Try it:
Copy exactly the lines of the data below that run from the line holding "position:relative; flex:1; overflow:hidden" through the line holding "position:absolute; left:1046px; top:1188px;", both ends included.
# # # # # # #
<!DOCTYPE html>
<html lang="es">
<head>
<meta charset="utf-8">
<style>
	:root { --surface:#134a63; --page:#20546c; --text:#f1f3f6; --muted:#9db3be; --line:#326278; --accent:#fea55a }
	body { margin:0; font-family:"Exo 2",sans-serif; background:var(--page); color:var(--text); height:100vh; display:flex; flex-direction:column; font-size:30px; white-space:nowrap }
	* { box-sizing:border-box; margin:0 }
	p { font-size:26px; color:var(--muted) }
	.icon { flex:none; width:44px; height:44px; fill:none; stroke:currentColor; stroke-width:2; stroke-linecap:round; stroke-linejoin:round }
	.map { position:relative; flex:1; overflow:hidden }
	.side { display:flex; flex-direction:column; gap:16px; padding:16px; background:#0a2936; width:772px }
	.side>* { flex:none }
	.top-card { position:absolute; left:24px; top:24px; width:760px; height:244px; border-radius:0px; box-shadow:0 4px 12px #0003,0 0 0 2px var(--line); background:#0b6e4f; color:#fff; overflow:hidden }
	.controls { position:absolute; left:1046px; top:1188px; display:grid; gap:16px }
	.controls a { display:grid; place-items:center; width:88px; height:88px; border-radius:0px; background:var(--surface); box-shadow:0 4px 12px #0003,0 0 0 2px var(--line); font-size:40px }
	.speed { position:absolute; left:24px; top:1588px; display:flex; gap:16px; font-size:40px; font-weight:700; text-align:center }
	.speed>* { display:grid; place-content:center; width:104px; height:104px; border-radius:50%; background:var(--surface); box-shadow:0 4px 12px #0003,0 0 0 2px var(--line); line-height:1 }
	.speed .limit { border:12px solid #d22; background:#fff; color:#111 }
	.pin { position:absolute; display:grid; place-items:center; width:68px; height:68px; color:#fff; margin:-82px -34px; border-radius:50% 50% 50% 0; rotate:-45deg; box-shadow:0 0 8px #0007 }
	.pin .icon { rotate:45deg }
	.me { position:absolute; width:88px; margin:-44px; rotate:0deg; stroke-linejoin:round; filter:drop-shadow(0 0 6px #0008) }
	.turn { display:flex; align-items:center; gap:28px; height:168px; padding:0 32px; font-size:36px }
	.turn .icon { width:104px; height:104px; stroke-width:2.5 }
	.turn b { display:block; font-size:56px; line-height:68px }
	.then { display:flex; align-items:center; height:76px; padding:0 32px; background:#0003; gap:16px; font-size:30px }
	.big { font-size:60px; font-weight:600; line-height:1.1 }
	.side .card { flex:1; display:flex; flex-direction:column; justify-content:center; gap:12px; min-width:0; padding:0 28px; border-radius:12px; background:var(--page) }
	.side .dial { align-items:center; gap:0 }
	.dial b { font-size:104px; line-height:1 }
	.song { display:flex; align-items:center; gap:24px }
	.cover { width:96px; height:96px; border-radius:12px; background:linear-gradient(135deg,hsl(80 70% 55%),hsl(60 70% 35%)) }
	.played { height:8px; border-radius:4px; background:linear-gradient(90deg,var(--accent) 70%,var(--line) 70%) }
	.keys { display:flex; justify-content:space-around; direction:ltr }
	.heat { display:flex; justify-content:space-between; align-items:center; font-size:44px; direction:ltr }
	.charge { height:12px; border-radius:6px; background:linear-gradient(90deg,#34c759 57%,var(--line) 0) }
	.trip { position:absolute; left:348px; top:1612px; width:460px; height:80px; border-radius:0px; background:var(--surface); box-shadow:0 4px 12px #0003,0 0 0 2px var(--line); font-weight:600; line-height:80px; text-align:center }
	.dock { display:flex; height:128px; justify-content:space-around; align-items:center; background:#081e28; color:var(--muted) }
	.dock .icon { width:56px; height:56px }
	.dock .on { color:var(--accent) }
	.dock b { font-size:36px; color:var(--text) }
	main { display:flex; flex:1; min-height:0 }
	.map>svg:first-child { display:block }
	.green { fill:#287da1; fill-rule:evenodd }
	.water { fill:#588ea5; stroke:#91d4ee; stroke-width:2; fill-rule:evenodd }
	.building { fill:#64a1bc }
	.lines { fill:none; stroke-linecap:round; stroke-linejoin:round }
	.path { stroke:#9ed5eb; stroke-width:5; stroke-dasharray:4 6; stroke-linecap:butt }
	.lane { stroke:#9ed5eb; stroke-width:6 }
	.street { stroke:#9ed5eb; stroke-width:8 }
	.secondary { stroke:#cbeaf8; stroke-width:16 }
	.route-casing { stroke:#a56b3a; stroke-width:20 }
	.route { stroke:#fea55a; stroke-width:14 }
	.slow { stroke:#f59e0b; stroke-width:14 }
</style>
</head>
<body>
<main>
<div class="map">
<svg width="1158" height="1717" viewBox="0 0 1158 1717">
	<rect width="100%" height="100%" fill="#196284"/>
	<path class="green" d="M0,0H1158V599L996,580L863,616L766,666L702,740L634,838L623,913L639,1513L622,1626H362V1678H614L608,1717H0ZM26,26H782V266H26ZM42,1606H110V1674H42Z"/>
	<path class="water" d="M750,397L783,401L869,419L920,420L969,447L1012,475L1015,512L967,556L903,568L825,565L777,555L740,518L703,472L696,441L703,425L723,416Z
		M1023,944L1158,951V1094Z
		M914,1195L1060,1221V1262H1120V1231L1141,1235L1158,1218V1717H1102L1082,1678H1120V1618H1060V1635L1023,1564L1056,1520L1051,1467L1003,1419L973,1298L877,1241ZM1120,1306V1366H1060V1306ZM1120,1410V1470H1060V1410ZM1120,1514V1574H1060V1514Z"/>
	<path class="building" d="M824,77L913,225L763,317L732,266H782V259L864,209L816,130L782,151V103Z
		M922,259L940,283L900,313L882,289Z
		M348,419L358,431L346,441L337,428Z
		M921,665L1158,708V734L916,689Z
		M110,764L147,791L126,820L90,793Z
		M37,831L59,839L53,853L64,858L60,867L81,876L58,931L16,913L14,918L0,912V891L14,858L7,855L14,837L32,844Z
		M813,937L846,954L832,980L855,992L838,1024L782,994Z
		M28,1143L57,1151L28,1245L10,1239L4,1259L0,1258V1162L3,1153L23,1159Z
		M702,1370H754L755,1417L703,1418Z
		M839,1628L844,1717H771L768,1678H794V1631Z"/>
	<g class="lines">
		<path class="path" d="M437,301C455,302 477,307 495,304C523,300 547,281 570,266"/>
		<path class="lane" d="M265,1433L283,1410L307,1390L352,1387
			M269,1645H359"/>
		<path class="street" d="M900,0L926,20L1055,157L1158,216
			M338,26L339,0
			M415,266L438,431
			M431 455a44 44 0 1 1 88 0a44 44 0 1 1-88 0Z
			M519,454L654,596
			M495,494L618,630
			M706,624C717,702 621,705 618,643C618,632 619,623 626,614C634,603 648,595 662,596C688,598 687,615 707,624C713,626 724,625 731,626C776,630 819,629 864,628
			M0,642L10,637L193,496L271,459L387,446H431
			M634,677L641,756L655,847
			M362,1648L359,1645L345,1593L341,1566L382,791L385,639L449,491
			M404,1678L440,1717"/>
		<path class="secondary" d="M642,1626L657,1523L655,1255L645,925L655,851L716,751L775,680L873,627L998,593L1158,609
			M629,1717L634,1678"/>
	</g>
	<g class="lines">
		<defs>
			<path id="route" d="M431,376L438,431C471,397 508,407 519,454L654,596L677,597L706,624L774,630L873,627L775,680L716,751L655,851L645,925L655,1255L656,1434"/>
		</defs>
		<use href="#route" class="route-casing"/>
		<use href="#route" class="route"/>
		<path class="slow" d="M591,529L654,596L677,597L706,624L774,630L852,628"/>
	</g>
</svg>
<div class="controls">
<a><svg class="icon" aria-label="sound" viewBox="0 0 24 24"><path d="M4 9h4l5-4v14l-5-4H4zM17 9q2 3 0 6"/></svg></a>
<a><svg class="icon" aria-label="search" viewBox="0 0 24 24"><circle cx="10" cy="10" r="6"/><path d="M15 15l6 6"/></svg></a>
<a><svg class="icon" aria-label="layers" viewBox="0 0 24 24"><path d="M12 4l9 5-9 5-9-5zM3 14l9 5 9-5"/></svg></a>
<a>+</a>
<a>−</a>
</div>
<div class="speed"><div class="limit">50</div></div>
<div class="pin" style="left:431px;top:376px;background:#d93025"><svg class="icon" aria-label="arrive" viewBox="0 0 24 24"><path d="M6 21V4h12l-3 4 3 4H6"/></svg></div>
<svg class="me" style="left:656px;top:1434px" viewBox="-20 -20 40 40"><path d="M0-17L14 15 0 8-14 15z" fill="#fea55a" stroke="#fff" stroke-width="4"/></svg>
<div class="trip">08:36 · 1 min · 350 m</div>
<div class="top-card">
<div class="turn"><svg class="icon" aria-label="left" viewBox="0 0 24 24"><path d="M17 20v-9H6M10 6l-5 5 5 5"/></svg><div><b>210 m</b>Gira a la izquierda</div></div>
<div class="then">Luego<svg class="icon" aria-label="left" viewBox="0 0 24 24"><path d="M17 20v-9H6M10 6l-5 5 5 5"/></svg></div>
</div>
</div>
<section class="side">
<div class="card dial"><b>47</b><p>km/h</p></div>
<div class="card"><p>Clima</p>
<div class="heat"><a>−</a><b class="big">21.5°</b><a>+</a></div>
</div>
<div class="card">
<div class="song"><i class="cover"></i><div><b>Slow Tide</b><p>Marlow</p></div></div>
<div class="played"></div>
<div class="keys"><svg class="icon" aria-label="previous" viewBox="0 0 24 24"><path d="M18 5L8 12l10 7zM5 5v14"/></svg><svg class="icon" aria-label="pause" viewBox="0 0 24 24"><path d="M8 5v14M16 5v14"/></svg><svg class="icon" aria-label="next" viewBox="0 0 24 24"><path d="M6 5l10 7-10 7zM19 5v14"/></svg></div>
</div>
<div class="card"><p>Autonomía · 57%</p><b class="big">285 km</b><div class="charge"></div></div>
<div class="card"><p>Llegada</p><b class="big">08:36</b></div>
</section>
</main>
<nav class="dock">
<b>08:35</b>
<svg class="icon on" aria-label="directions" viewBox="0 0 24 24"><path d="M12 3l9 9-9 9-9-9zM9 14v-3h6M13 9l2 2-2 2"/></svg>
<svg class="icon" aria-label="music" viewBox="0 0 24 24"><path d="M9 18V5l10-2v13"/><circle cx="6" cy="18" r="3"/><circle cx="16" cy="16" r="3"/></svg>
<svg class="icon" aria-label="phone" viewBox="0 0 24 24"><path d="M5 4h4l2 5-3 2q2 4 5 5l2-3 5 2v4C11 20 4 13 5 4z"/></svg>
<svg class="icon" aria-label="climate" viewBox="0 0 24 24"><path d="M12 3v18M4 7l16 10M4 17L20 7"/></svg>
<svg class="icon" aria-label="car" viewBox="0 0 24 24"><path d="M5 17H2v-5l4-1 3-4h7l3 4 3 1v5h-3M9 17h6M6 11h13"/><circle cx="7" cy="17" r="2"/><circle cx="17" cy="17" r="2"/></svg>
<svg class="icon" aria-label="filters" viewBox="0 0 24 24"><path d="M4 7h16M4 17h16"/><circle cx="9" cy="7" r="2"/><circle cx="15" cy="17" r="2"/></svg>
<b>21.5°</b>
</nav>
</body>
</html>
# # # # # # #
Task solution:
	.map { position:relative; flex:1; overflow:hidden }
	.side { display:flex; flex-direction:column; gap:16px; padding:16px; background:#0a2936; width:772px }
	.side>* { flex:none }
	.top-card { position:absolute; left:24px; top:24px; width:760px; height:244px; border-radius:0px; box-shadow:0 4px 12px #0003,0 0 0 2px var(--line); background:#0b6e4f; color:#fff; overflow:hidden }
	.controls { position:absolute; left:1046px; top:1188px; display:grid; gap:16px }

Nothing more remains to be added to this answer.